Student Seminar Series
Department of Atmospheric & Oceanic Sciences
a talk by
Assessing the predictability of Arctic minimum sea ice extent using observations: June solar radiation and late winter coastal divergence
Dramatic loss in Arctic sea ice extent (SIE) during the observation period has led to an increased interest in Arctic sea ice forecasting. Despite the climatological decreasing trend, minimum SIE has great interannual variability. Due to our limited understanding of sea ice dynamics and cost constraints, climate models lack the forecasting skill for Arctic SIE especially in large anomalous years. The project looks at two parameters with predictability for Arctic minimum SIE but with different lead-times: June reflected solar radiation (RSR) and late winter coastal divergence. June RSR reflects varying albedo conditions such as open water areas with melt onset. The positive albedo feedback mechanism leads to amplified melt of negative albedo anomalies by the end of melt season. Late winter coastal divergence forms thinner sea ice that is most likely to melt out by end of the following melt season. Consequently, the integrated area of late winter coastal divergence until spring gives predictability for September minimum SIE.

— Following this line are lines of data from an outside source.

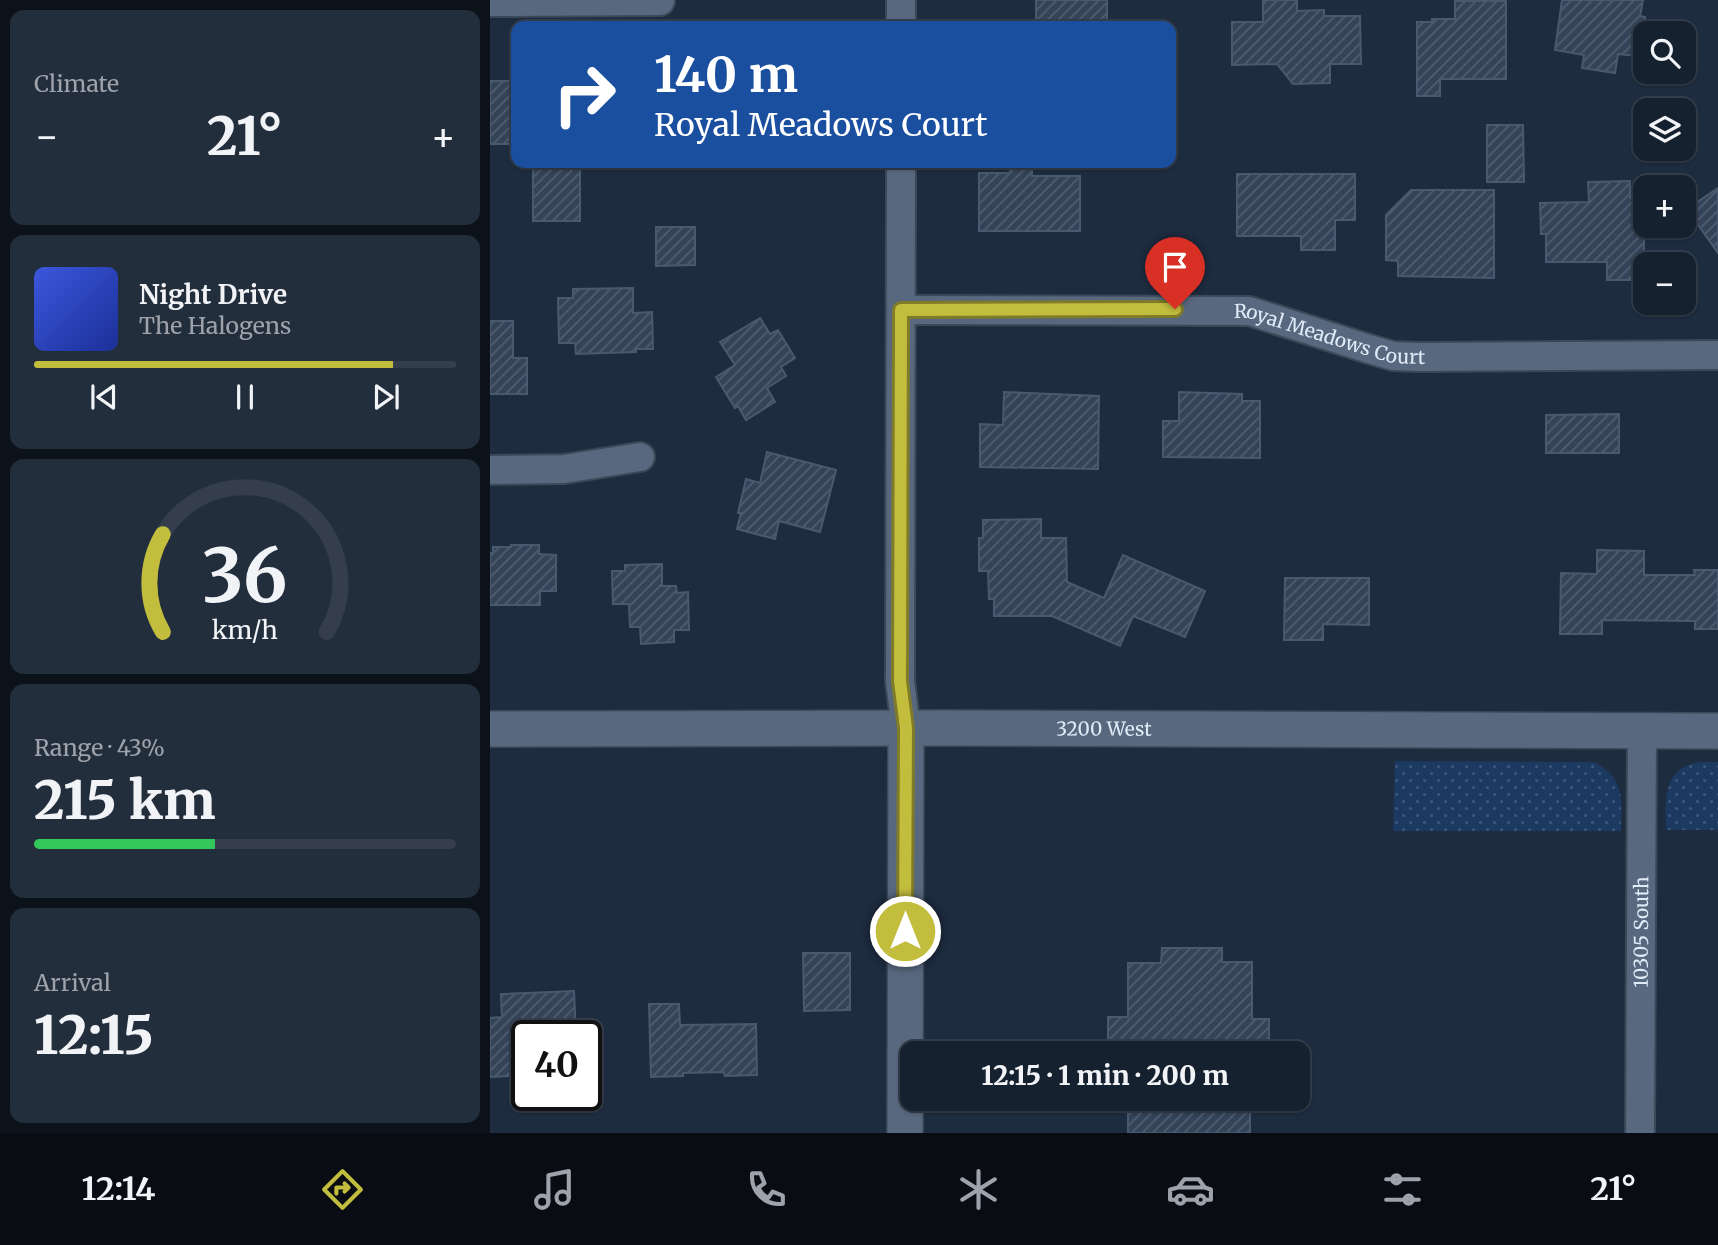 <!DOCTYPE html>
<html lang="en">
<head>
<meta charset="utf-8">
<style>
	body { margin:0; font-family:Merriweather,serif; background:#232e3c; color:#f1f3f6; height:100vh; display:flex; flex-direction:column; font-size:26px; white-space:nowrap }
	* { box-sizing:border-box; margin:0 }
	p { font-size:23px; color:#9ea3ab }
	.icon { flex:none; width:38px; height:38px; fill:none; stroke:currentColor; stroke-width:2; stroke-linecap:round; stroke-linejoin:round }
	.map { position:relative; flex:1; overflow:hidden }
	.sheet { display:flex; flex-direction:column; gap:10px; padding:10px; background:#0c121a; width:490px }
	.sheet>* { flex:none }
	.hud { position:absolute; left:21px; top:21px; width:665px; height:147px; border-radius:14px; box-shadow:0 2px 5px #0004,0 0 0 2px #353e4c; background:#1a4fa0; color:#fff; overflow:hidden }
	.controls { position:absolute; left:1143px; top:21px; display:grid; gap:14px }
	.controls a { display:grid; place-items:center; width:63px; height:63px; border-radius:14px; background:#162130; box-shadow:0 2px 5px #0004,0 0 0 2px #353e4c; font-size:35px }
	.speed { position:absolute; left:21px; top:1020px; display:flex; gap:14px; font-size:35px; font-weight:700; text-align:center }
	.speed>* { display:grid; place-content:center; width:91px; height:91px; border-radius:50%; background:#162130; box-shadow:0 2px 5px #0004,0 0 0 2px #353e4c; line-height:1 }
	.speed .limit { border:4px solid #111; border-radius:10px; background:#fff; color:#111 }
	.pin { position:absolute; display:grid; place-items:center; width:60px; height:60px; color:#fff; margin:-72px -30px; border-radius:50% 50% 50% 0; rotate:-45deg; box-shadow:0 0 7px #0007 }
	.pin .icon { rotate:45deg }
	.me { position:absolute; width:77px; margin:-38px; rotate:0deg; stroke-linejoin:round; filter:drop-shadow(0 0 5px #0008) }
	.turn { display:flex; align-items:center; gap:24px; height:147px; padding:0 28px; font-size:32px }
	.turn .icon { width:91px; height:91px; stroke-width:2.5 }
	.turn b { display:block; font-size:49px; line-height:60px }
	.big { font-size:52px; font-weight:800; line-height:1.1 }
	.sheet .widget { flex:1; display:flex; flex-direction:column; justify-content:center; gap:10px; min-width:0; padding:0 24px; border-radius:14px; background:#232e3c }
	.sheet .dial { align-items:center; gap:0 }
	.dial svg { height:182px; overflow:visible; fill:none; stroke:#353e4c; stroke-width:7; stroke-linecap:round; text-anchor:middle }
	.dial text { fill:#f1f3f6; stroke:none }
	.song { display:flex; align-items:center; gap:21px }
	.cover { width:84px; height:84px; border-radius:10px; background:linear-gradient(135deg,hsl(230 70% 55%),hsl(230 70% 35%)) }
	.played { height:7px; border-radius:4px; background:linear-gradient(90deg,#c3bd3e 85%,#353e4c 85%) }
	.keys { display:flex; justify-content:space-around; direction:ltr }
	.heat { display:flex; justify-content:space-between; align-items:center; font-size:38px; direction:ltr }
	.charge { height:10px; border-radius:5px; background:linear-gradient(90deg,#34c759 43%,#353e4c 0) }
	.trip { position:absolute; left:410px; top:1041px; width:410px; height:70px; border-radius:14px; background:#162130; box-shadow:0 2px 5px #0004,0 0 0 2px #353e4c; font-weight:800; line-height:70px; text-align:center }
	.dock { display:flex; height:112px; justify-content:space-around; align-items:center; background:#090d13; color:#9ea3ab }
	.dock .icon { width:49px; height:49px }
	.dock .active { color:#c3bd3e }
	.dock b { font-size:32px; color:#f1f3f6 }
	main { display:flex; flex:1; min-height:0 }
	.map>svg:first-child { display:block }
	.grass { fill:url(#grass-dots) }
	.building { fill:url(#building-hatch); stroke:#49596f; stroke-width:2 }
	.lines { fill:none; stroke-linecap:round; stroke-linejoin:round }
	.minor-casing { stroke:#3b4858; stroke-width:32 }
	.tertiary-casing { stroke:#3b4858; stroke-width:38 }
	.minor { stroke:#58687e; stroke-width:28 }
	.tertiary { stroke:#58687e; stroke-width:35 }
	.route-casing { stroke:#7f7b28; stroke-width:18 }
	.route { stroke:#c3bd3e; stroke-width:12 }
	.labels { text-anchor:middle; stroke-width:7; stroke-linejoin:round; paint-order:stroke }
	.street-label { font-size:19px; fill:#e1ebf8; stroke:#152235 }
</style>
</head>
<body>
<main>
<section class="sheet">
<div class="widget"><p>Climate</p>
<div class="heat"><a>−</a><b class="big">21°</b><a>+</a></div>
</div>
<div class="widget">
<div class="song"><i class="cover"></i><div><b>Night Drive</b><p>The Halogens</p></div></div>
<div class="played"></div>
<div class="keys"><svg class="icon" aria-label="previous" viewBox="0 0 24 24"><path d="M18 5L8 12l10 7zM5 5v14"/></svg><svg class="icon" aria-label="pause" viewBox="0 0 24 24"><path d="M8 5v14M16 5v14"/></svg><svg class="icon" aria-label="next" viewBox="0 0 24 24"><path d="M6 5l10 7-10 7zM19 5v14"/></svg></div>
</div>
<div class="widget dial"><svg viewBox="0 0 100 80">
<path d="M14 69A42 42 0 1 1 86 69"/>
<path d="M14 69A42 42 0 0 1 14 26" stroke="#c3bd3e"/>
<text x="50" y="56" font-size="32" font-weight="700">36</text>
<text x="50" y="72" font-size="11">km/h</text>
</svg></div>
<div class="widget"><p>Range · 43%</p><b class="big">215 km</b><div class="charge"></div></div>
<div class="widget"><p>Arrival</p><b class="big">12:15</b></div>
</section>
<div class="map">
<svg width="1228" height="1133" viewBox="0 0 1228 1133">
	<defs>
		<pattern id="grass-dots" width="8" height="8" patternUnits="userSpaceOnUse" patternTransform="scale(1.75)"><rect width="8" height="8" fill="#1b3961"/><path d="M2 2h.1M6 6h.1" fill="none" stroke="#3c5678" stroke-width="1.8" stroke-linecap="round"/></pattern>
		<pattern id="building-hatch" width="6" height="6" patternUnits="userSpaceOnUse" patternTransform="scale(1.75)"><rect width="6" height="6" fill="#344358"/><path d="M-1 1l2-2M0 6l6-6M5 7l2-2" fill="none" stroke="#515e71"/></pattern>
	</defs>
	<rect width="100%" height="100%" fill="#1e2c40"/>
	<g class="grass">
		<path d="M 905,761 L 1104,762 C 1136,779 1131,799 1131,831 L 903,831 Z"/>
		<path d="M 1210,762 L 1228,762 L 1228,830 L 1176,830 C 1176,799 1172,768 1210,762 Z"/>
	</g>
	<g class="building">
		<rect x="546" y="0" width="71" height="26"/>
		<polygon points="773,0 807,0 807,11 834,10 834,16 870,16 871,64 840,64 840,83 803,84 787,64 742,65 742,22 773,22"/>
		<polygon points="1072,0 1153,0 1150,16 1155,17 1155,57 1128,54 1125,73 1092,68 1094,55 1065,50"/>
		<polygon points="965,1 1016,1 1016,79 950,79 950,96 927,96 927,22 942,22 942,19 965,19"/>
		<rect x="0" y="81" width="26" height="63"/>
		<polygon points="997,125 1033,125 1034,182 997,182"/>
		<polygon points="521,163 542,163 542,176 590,176 590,231 489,231 489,173 520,173"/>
		<rect x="43" y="164" width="47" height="57"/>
		<polygon points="747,174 865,174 865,220 845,220 845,250 811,250 811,236 747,236"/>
		<polygon points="1140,181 1140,198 1152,198 1152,203 1155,203 1153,280 1117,280 1117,262 1056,262 1056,234 1051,234 1050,203 1099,202 1098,182"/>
		<polygon points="1228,188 1228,253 1197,209"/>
		<polygon points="921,190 1004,190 1004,278 908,276 908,261 896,260 896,215"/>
		<polygon points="166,227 205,227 205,265 166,266"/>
		<polygon points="143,288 143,313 162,312 163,349 146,349 146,352 86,354 85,343 69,343 68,298 83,298 83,289"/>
		<polygon points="270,318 280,334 288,330 305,358 291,367 296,376 277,388 285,402 256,420 248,406 245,408 226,377 245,365 230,342"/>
		<polygon points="0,321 23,321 23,358 37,358 37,394 0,394"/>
		<polygon points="514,392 609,396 608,469 490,467 490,424 513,425"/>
		<polygon points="689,392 752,394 752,401 770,401 770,458 673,457 673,421 689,421"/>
		<polygon points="1129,414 1129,453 1056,453 1056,415"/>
		<polygon points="277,452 346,470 330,532 289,521 285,539 247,529 251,513 248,513 256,479 270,483"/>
		<polygon points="551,519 551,538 576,538 577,582 614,598 633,555 715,591 695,637 643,616 630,646 562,616 504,616 504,599 499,599 498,571 489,571 489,538 493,538 493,520"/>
		<polygon points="21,545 49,545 49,554 66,555 66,591 50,591 50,605 0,605 0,553 3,553 3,547 21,547"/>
		<polygon points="1107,550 1154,551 1154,575 1205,575 1204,570 1228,570 1228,629 1205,629 1205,621 1112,620 1112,634 1070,634 1071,573 1107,574"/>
		<polygon points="172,564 172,586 186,586 187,593 198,592 199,630 184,630 184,642 151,644 150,627 140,627 139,604 123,604 122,571 135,571 135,565"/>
		<polygon points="795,578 879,578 879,625 833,624 833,640 794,640"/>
		<polygon points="672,948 732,948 732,962 762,962 762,1019 779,1019 779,1054 618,1054 618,1017 638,1017 638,963 671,963"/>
		<polygon points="313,953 360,953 360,1010 314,1011"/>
		<polygon points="84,991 86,1036 37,1036 37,1075 0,1077 0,1018 12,1017 11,994"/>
		<polygon points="159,1004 189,1004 190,1025 266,1024 267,1075 235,1076 234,1072 193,1073 193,1076 161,1077"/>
		<rect x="638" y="1099" width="122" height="34"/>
	</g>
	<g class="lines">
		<g class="minor-casing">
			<g id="minor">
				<polyline points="0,2 170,1"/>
				<polyline points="411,26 411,0"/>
				<polyline points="411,163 410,681 416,728"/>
				<path id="s1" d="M 411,310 L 759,311 L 879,349 L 903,356 L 929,357 L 1228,355"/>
				<polyline points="0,470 74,469 150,457"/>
				<path id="s2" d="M 1150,1133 L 1152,731"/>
			</g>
		</g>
		<g class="tertiary-casing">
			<g id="tertiary">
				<path id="s3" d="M 0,729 L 454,728 L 1228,731"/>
				<polyline points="415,1133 416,728"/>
			</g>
		</g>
		<use href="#minor" class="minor"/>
		<use href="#tertiary" class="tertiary"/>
	</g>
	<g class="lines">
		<g class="route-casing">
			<polyline id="route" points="415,931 416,728 410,681 411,310 685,309"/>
		</g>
		<use href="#route" class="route"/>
	</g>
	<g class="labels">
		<g class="street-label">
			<text dy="7" stroke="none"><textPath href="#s1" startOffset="432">Royal Meadows Court</textPath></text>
			<text dy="7" stroke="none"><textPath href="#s3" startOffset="614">3200 West</textPath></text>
			<text dy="7" stroke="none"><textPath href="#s2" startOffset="201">10305 South</textPath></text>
		</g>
	</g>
</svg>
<div class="controls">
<a><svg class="icon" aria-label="search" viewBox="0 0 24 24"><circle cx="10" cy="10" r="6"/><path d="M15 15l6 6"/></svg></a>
<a><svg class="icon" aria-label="layers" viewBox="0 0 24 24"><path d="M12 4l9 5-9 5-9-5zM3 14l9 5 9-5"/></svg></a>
<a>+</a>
<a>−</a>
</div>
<div class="speed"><div class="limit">40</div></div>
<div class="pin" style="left:685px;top:309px;background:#d93025"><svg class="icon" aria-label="arrive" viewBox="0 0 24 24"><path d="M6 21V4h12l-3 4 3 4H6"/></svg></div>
<svg class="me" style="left:415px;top:931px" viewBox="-20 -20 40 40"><circle r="17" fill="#c3bd3e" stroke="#fff" stroke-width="3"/><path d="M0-11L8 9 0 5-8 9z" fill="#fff"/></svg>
<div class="trip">12:15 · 1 min · 200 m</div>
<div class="hud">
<div class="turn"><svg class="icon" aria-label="right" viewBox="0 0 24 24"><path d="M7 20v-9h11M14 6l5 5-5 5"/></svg><div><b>140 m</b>Royal Meadows Court</div></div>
</div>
</div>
</main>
<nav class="dock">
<b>12:14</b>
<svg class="icon active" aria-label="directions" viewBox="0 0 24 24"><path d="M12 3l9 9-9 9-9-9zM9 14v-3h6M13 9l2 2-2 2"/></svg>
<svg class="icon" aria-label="music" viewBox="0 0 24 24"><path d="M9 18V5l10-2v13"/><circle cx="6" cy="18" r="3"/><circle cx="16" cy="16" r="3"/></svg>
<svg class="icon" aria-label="phone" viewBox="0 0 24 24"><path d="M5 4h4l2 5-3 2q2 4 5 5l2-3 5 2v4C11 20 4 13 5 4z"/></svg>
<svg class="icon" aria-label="climate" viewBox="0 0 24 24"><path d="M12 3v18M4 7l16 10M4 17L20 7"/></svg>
<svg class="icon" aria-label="car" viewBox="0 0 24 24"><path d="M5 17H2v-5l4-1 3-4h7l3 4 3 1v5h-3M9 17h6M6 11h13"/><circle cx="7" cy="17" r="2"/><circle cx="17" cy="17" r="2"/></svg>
<svg class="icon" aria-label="filters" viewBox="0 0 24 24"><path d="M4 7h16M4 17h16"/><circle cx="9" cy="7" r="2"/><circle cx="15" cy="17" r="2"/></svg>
<b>21°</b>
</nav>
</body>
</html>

Results show that as a predictor, June RSR is analogous to June SIE, which reflects both thermodynamic and dynamic drivers of sea ice melt. Contrarily, wind-driven late winter coastal divergence is a dynamic mechanism that preconditions sea ice for melt. To make a parallel comparison with June RSR, we are interested in combining the predictability of winter dynamic preconditioning with spring thermodynamic effects like the Bering Strait ocean heat transport. The combined predictability increases the lead-time by one month than that of June RSR. The research contributes to better identifying the mechanisms that drive sea ice melt and increasing the lead-time for Arctic SIE forecasting.